COLLAPSING AND STATIC THIN MASSIVE CHARGED DUST SHELLS IN A REISSNER–NORDSTRÖM BLACK HOLE BACKGROUND IN HIGHER DIMENSIONS

The problem of a spherically symmetric charged thin shell of dust collapsing gravitationally into a charged Reissner–Nordström black hole in d space–time dimensions is studied within the theory of general relativity. Static charged shells in such a background are also analyzed. First, a derivation of the equation of motion of such a shell in a d-dimensional space–time is given. Then, a proof of the cosmic censorship conjecture in a charged collapsing framework is presented, and a useful constraint which leads to an upper bound for the rest mass of a charged shell with an empty interior is derived. It is also proved that a shell with total mass equal to charge, i.e. an extremal shell, in an empty interior, can only stay in neutral equilibrium outside its gravitational radius.
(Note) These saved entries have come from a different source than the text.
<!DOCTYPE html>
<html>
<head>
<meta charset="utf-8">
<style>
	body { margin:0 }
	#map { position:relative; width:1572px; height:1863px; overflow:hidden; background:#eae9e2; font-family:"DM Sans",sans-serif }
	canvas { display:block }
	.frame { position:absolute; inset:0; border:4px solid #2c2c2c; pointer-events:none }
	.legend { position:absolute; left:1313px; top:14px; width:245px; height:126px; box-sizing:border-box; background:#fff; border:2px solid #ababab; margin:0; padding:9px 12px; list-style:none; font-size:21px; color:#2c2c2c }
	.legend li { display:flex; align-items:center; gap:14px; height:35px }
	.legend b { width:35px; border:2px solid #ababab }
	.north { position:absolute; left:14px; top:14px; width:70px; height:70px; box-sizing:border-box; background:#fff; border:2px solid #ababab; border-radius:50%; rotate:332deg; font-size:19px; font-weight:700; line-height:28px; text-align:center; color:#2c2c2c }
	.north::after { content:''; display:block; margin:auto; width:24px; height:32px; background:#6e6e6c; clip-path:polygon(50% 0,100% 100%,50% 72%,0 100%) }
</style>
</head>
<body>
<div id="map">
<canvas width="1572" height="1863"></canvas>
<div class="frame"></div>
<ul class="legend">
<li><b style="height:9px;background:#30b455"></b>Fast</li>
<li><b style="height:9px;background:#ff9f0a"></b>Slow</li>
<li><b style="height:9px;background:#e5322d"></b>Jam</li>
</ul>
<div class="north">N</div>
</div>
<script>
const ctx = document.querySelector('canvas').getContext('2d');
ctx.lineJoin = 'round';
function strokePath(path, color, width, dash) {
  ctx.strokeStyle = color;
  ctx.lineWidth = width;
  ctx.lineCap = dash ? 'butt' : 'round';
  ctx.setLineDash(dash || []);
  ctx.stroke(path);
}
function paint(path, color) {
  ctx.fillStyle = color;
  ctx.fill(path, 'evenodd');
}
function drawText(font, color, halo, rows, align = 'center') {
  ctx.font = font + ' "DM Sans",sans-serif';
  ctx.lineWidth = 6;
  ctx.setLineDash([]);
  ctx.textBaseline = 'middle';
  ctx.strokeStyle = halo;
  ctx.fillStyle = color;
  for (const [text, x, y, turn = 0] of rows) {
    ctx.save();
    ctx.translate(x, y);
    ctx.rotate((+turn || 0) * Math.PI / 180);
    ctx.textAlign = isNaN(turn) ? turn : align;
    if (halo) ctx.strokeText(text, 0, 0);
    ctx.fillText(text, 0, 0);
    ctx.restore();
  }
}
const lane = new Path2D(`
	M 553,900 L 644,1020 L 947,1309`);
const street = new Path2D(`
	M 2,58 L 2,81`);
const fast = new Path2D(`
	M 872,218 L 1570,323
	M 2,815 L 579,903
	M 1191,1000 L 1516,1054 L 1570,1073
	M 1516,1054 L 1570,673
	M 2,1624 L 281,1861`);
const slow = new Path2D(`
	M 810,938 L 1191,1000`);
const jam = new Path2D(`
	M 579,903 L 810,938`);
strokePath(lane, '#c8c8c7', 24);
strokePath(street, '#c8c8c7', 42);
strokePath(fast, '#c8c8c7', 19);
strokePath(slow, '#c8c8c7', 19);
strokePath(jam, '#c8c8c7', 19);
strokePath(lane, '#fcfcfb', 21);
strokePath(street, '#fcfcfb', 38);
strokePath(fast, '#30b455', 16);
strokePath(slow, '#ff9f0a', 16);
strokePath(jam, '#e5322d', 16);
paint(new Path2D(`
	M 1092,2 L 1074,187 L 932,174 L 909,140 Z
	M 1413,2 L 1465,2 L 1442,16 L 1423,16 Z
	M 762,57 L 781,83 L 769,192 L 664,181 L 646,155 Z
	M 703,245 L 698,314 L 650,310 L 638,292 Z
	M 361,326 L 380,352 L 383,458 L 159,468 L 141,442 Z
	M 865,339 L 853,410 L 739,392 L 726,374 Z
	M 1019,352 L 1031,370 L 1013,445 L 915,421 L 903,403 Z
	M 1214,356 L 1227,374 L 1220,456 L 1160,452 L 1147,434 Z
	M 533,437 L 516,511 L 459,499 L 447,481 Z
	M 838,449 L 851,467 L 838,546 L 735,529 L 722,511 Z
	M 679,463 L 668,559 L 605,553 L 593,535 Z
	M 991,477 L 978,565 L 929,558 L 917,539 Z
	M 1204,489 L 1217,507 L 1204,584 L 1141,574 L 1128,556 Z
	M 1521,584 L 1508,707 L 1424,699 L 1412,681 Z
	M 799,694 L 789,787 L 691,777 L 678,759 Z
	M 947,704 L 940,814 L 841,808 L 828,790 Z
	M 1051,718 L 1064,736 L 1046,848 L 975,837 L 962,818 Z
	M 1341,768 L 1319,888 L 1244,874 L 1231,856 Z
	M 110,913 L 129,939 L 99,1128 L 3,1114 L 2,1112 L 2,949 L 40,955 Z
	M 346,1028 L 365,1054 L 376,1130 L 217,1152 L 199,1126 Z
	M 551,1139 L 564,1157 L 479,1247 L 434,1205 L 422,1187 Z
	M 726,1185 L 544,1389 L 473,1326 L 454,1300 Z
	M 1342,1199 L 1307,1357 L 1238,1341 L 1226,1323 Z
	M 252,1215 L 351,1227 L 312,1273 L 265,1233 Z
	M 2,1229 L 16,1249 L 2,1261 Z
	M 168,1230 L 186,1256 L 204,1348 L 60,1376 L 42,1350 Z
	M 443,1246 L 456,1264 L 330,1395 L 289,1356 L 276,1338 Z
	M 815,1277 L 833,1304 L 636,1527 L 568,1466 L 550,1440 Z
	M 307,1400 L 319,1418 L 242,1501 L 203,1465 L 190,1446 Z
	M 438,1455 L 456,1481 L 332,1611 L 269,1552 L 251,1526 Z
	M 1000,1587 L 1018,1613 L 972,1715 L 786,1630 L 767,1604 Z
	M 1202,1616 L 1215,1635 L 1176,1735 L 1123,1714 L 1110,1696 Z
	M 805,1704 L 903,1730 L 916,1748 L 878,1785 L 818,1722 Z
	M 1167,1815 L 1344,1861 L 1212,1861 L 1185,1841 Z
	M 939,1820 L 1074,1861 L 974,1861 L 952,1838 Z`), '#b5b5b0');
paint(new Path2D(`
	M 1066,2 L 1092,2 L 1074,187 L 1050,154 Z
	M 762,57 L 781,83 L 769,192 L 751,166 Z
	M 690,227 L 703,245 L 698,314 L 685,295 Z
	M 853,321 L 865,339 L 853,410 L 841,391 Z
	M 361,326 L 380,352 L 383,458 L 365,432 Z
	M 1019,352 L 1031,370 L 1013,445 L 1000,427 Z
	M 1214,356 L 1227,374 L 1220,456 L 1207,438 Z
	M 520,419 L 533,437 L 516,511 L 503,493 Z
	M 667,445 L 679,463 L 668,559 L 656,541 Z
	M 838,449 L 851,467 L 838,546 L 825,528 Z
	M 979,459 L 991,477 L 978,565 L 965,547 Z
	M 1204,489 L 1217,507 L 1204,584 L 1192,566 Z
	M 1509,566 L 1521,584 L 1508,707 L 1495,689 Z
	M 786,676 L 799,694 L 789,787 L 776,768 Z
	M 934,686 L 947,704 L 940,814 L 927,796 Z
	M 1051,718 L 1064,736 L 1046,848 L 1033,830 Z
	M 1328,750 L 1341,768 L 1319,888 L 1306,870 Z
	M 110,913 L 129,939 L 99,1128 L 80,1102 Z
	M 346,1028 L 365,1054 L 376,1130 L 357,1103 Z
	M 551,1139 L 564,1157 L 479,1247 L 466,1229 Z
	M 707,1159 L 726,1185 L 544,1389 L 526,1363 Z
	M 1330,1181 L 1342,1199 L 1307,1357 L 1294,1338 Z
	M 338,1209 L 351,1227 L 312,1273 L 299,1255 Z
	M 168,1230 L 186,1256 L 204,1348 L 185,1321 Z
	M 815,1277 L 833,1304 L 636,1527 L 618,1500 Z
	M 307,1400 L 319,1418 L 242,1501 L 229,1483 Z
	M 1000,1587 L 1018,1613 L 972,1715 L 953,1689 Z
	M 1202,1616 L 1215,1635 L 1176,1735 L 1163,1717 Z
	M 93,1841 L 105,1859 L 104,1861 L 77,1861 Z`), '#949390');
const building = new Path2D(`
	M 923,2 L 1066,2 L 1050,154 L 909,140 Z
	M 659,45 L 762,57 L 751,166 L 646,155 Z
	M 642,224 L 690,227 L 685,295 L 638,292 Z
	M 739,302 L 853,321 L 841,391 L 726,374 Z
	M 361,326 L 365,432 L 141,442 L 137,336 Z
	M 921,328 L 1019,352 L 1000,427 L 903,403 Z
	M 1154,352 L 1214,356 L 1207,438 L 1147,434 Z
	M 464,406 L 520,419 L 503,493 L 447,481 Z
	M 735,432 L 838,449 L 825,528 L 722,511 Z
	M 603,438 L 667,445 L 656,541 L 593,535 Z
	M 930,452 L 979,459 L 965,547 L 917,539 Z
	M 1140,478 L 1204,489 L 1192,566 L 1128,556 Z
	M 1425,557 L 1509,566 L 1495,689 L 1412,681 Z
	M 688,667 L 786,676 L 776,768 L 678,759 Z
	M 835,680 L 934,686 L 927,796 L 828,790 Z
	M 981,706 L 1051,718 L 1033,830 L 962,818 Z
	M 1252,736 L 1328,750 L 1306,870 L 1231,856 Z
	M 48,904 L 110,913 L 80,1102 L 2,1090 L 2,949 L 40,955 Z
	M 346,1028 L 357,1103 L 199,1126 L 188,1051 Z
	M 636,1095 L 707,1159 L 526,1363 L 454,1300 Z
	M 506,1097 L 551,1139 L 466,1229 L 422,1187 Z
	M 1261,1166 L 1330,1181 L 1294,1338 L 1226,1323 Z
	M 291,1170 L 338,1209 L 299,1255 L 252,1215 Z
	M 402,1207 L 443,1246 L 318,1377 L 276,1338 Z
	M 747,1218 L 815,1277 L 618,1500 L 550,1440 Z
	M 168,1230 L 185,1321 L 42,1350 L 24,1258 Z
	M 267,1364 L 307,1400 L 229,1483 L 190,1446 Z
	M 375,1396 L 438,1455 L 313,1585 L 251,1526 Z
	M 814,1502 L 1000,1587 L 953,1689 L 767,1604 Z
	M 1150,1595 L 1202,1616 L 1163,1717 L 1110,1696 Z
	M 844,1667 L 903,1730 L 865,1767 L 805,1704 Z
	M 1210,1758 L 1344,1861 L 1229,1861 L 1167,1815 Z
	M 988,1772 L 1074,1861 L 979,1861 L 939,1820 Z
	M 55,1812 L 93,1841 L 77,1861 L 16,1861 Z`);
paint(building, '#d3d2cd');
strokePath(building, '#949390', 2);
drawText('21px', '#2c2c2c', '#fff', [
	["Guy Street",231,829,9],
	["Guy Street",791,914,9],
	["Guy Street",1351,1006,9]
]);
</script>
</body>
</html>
This implies that it is not possible to generate a regular extremal black hole by placing an extremal dust thin shell within its own gravitational radius. Moreover, it is shown, for an empty interior, that the rest mass of the shell is limited from above. Then, several types of behavior of oscillatory charged shells are studied. In the presence of a horizon, it is shown that an oscillatory shell always enters the horizon and reemerges in a new asymptotically flat region of the extended Reissner–Nordström space–time. On the other hand, for an overcharged interior, i.e. a shell with no horizons, an example showing that the shell can achieve a stable equilibrium position is presented. The results presented have applications in brane scenarios with extra large dimensions, where the creation of tiny higher-dimensional charged black holes in current particle accelerators might be a real possibility, and generalize to higher dimensions previous calculations on the dynamics of charged shells in four dimensions.